(Stored records)
*** Block opens ***
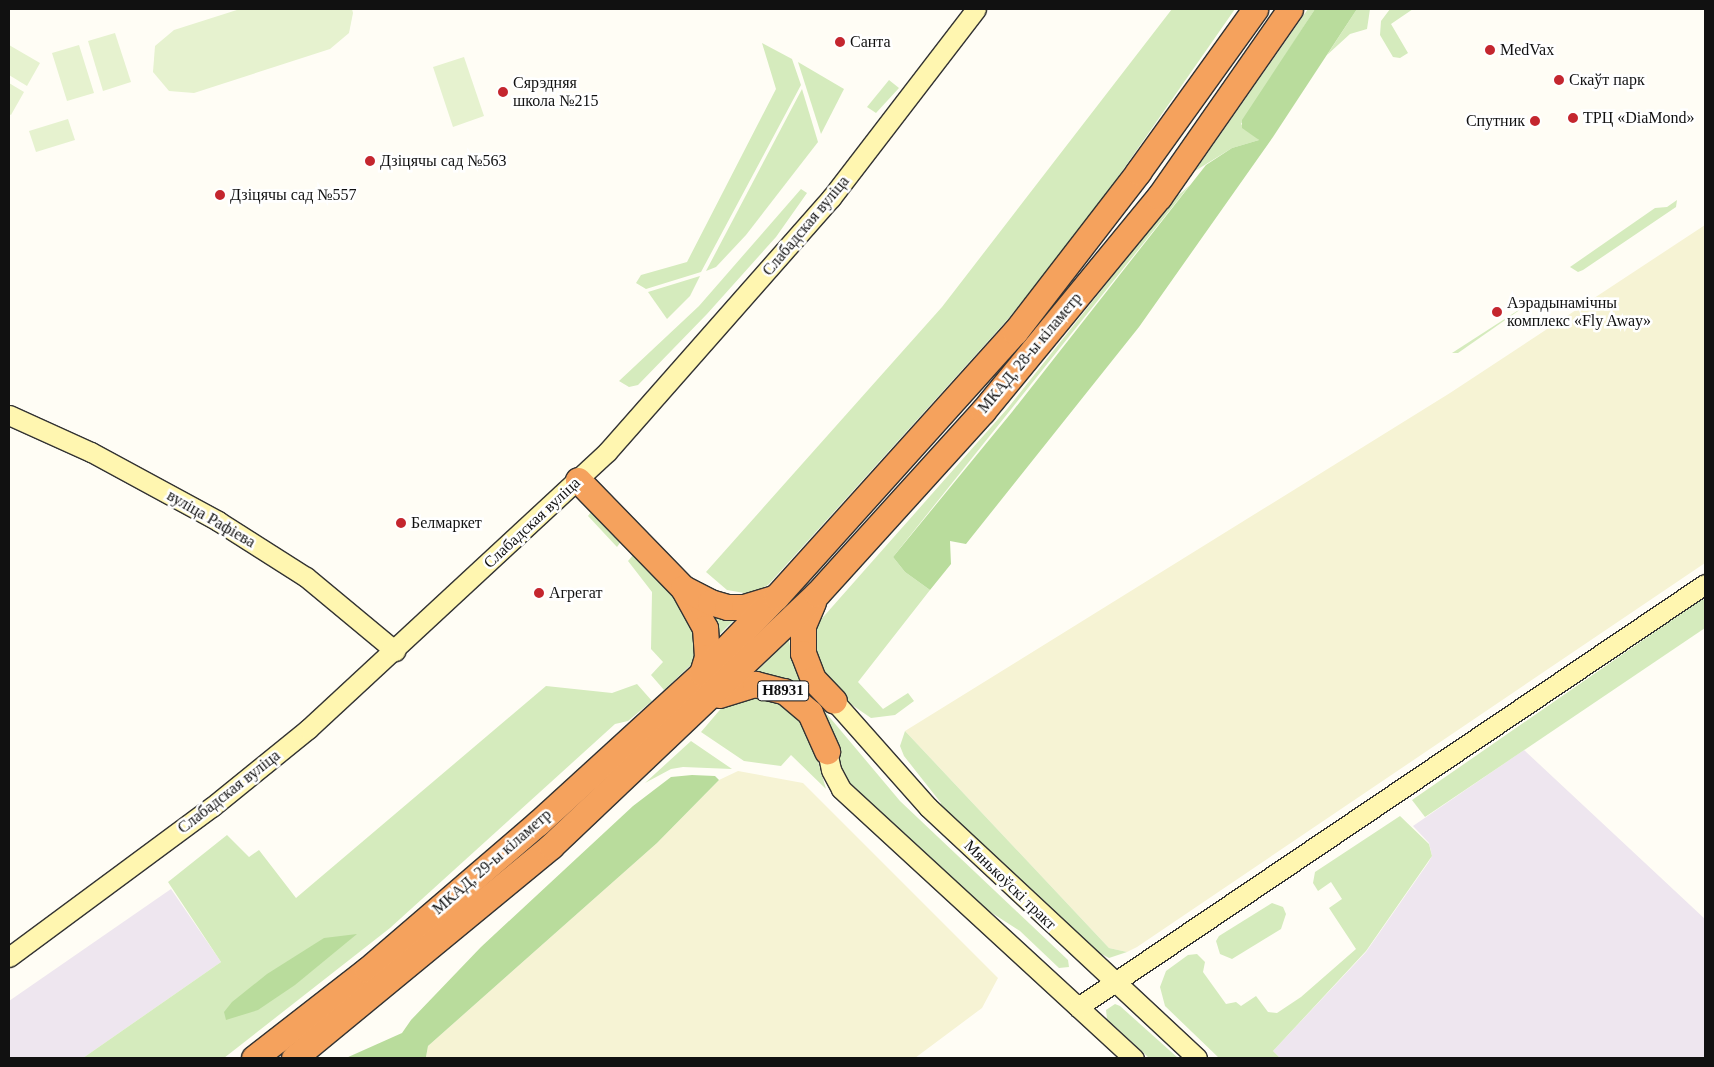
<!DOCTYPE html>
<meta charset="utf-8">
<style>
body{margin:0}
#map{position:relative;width:1714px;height:1067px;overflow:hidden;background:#fffdf5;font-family:Georgia,serif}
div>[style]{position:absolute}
.industrial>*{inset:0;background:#eee6ef}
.farmland>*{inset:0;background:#f6f3d4}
.green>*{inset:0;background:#d5ebbd}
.forest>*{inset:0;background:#b9dc9c}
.pitch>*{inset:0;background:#e6f2cf}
.roads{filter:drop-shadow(1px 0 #333) drop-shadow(-1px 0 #333) drop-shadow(0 1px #333) drop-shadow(0 -1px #333)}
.secondary>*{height:19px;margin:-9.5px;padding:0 9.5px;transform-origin:9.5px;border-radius:9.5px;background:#fff6b0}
.highway>*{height:25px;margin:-12.5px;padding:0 12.5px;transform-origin:12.5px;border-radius:12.5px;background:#f5a25d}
.dots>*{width:14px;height:14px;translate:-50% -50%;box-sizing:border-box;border:2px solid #fff;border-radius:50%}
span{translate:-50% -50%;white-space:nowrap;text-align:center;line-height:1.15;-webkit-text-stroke:5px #fff;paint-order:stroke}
.shield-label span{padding:1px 4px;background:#fff;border:1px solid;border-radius:4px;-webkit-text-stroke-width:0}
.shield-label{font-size:15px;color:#111;font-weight:700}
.poi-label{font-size:16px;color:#111}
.left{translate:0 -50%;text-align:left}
.right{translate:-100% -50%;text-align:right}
.street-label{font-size:16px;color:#111}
.frame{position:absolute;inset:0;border:10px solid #111;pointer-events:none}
</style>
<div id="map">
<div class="industrial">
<i style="clip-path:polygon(1524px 750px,1705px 919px,1705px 1058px,1280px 1058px,1273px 1051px,1366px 952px,1428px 863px,1432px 856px,1429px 843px,1413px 826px)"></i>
<i style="clip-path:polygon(171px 889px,221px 962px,83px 1058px,9px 1058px,9px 1001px)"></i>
</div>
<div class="farmland">
<i style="clip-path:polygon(1705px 225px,1705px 563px,1137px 947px,1127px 952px,1109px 948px,905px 731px,1450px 393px)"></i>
<i style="clip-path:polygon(738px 771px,803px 783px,998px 978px,982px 1008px,915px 1058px,423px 1058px,426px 1057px,428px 1046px,657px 843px,719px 780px)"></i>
</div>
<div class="green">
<i style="clip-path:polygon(1172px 9px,1235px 9px,1095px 210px,1008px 319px,768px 585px,750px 594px,727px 590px,706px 572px,942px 307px)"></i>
<i style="clip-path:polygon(1308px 9px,1315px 9px,1241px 124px,1259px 140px,1232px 148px,1195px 171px)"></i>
<i style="clip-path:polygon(1357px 9px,1370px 9px,1367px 29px,1350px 34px,1327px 55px)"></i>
<i style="clip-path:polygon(1390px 9px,1413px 9px,1391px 24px,1408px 53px,1400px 58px,1393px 57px,1380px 35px,1381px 21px)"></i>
<i style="clip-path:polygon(762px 43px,792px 59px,801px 85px,701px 272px,646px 289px,636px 283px,641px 275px,687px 262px,776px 89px)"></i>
<i style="clip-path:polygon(798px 62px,844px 89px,821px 134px)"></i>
<i style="clip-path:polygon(889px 80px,899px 88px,876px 113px,867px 107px)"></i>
<i style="clip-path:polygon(802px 89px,818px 142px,746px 235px,716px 267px,706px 271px)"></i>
<i style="clip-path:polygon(1190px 185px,893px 557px,905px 572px,930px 590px,858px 682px,883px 709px,908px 693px,914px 701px,895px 715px,871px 718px,839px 696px,814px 659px,817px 624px,1007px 409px,1173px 200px)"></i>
<i style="clip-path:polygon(801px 189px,807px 193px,776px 237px,707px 314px,638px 385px,629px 387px,619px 381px,699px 306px)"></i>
<i style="clip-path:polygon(1677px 200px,1676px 207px,1583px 270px,1578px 272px,1570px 267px,1655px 208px,1667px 207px)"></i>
<i style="clip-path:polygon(700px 276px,690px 296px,667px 319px,648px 292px)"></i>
<i style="clip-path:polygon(1531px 302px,1458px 353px,1452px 353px)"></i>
<i style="clip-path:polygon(594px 508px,622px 540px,617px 547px,588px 516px)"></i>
<i style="clip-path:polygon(634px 554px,694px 618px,696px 660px,664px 690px,651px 675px,663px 662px,651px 649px,652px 592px,628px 561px)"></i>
<i style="clip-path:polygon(1701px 600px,1705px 600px,1705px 628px,1425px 817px,1412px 800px)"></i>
<i style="clip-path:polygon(707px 609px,734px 620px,717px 637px)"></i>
<i style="clip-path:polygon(789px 640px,792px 659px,805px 688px,900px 801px,1068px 960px,1069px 967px,1059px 968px,1020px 931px,981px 906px,848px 781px,837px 758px,753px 675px)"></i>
<i style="clip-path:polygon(637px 684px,652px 701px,628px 721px,615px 724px,390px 928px,224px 1058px,83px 1058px,221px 962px,168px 882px,227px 835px,249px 857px,259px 850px,296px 898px,546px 686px,612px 693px)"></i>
<i style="clip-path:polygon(746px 694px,792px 705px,812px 740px,826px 789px,791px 755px,781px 766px,744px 761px,701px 732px,724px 705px)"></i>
<i style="clip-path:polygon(905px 731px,1109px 948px,1127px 952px,1109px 958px,1092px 949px,939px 806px,941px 803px,904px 756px,900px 746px)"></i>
<i style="clip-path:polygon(691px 741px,732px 769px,683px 767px,671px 769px,645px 783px)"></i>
<i style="clip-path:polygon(1400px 816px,1429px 844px,1432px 856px,1366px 951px,1273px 1051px,1280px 1058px,1219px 1058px,1165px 1006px,1160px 987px,1166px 971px,1188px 955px,1197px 954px,1205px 962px,1203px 972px,1226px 1004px,1236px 1002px,1241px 1006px,1256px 996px,1268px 1012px,1277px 1013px,1301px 997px,1356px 949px,1329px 908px,1342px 899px,1331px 882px,1318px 891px,1313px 883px,1315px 872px)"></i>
<i style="clip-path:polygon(1272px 903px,1283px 907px,1286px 914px,1281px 929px,1232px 959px,1220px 954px,1216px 941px,1219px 936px)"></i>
<i style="clip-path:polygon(1115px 1004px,1120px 1006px,1178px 1058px,1149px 1058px,1107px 1019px,1106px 1010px)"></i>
</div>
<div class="forest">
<i style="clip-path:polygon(1315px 9px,1357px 9px,1273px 137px,1139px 327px,966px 544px,950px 541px,951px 564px,930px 590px,905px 572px,893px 557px,1012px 412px,1206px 165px,1232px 148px,1259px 140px,1242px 128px,1242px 120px)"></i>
<i style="clip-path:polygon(692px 775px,715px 776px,719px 780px,657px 843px,428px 1046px,426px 1057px,346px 1058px,402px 1033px,411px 1020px,481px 947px,633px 806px,671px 777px)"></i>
<i style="clip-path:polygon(357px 934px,295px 985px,258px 1010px,226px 1020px,224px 1012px,232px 1002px,267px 974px,324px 938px)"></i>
</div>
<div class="pitch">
<i style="clip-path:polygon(240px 9px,352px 9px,353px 13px,349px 33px,330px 49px,194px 93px,169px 91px,153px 72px,155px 46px,174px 30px)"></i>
<i style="clip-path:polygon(115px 33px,131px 82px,103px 91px,88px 41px)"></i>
<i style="clip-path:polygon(9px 45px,40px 63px,27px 86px,9px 75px)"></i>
<i style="clip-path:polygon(79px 45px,94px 93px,67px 101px,52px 53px)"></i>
<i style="clip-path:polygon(464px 57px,484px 116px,453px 127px,433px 67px)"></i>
<i style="clip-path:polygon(9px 83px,24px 92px,11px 115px,9px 114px)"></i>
<i style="clip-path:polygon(68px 119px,75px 140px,36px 152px,29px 131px)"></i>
</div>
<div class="roads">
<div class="secondary">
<i style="left:9px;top:415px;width:90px;rotate:24.3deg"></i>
<i style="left:91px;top:452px;width:145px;rotate:28.5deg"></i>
<i style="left:218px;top:521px;width:104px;rotate:32.5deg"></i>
<i style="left:306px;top:577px;width:116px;rotate:39.7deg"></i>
<i style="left:834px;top:701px;width:142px;rotate:48.4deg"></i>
<i style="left:928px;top:807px;width:368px;rotate:43deg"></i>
<i style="left:827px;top:751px;width:19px;rotate:78deg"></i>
<i style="left:831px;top:770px;width:21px;rotate:62deg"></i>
<i style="left:841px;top:789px;width:398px;rotate:42.6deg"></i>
<i style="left:9px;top:957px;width:252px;rotate:-36.5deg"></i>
<i style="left:212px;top:807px;width:124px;rotate:-39.1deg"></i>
<i style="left:308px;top:729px;width:408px;rotate:-42.8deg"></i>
<i style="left:607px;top:452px;width:339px;rotate:-48.6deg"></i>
<i style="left:831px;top:198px;width:238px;rotate:-52.5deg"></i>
<i style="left:1078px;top:1007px;width:756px;rotate:-34.01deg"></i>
</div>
<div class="highway">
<i style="left:578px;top:480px;width:151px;rotate:45.8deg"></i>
<i style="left:683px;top:588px;width:46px;rotate:61.2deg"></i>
<i style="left:705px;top:628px;width:29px;rotate:86deg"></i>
<i style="left:707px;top:657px;width:17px;rotate:107deg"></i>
<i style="left:683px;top:588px;width:30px;rotate:27deg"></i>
<i style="left:710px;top:602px;width:18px;rotate:16deg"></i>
<i style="left:727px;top:607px;width:17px"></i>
<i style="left:744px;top:607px;width:31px;rotate:-17deg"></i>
<i style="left:813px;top:602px;width:25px;rotate:113deg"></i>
<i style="left:803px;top:625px;width:28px;rotate:90deg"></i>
<i style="left:803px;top:653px;width:28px;rotate:69deg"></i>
<i style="left:813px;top:679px;width:30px;rotate:46deg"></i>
<i style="left:719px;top:695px;width:38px;rotate:-17deg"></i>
<i style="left:755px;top:684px;width:30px;rotate:14deg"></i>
<i style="left:784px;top:691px;width:34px;rotate:40deg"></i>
<i style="left:810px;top:713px;width:42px;rotate:65.9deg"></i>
<i style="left:254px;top:1058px;width:143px;rotate:-37.9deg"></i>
<i style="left:367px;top:970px;width:225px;rotate:-40.7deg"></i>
<i style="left:538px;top:823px;width:222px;rotate:-42.4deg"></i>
<i style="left:702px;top:673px;width:106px;rotate:-45.8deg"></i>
<i style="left:776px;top:597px;width:357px;rotate:-48deg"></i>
<i style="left:1015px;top:332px;width:202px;rotate:-52.4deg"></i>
<i style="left:1138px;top:172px;width:201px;rotate:-54.3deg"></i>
<i style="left:294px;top:1058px;width:333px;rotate:-39.5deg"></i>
<i style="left:551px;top:846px;width:366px;rotate:-43.5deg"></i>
<i style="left:817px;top:594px;width:247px;rotate:-47.8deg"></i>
<i style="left:983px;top:411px;width:277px;rotate:-50.6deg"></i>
<i style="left:1159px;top:197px;width:229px;rotate:-55.1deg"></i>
</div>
</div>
<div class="dots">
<i style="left:840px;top:42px;background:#c4262e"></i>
<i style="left:1490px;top:50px;background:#c4262e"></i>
<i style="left:1559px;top:80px;background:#c4262e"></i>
<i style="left:503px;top:92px;background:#c4262e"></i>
<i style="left:1573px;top:118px;background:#c4262e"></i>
<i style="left:1535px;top:121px;background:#c4262e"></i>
<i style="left:370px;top:161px;background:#c4262e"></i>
<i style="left:220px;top:195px;background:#c4262e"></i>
<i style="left:1497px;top:312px;background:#c4262e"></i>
<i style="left:401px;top:523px;background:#c4262e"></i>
<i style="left:539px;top:593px;background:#c4262e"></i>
</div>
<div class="shield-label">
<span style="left:783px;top:691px">Н8931</span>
</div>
<div class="poi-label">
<span class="left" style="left:850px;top:42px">Санта</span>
<span class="left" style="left:1500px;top:50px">MedVax</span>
<span class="left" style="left:1569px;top:80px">Скаўт парк</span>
<span class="left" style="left:513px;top:92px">Сярэдняя<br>школа №215</span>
<span class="left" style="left:1583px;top:118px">ТРЦ «DiaMond»</span>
<span class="right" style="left:1525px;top:121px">Спутник</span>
<span class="left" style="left:380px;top:161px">Дзіцячы сад №563</span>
<span class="left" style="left:230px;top:195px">Дзіцячы сад №557</span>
<span class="left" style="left:1507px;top:312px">Аэрадынамічны<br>комплекс «Fly Away»</span>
<span class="left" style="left:411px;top:523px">Белмаркет</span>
<span class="left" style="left:549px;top:593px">Агрегат</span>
</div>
<div class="street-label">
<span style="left:806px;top:226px;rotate:-50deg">Слабадская вуліца</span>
<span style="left:1030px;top:353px;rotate:-50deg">МКАД, 28-ы кіламетр</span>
<span style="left:211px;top:519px;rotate:30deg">вуліца Рафіева</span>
<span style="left:532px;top:523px;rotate:-43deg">Слабадская вуліца</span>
<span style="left:229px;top:792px;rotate:-38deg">Слабадская вуліца</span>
<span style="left:492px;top:862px;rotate:-41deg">МКАД, 29-ы кіламетр</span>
<span style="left:1010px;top:885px;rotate:44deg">Мянькоўскі тракт</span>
</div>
<div class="frame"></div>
</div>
*** Block closes ***
PROBLEM TO WORK ON:
The required output is the exact run of lines from the start of the records through the line containing "0 #333) drop-shadow(-1px", both ends included, with no pictures.

YOUR RESPONSE:
<!DOCTYPE html>
<meta charset="utf-8">
<style>
body{margin:0}
#map{position:relative;width:1714px;height:1067px;overflow:hidden;background:#fffdf5;font-family:Georgia,serif}
div>[style]{position:absolute}
.industrial>*{inset:0;background:#eee6ef}
.farmland>*{inset:0;background:#f6f3d4}
.green>*{inset:0;background:#d5ebbd}
.forest>*{inset:0;background:#b9dc9c}
.pitch>*{inset:0;background:#e6f2cf}
.roads{filter:drop-shadow(1px 0 #333) drop-shadow(-1px 0 #333) drop-shadow(0 1px #333) drop-shadow(0 -1px #333)}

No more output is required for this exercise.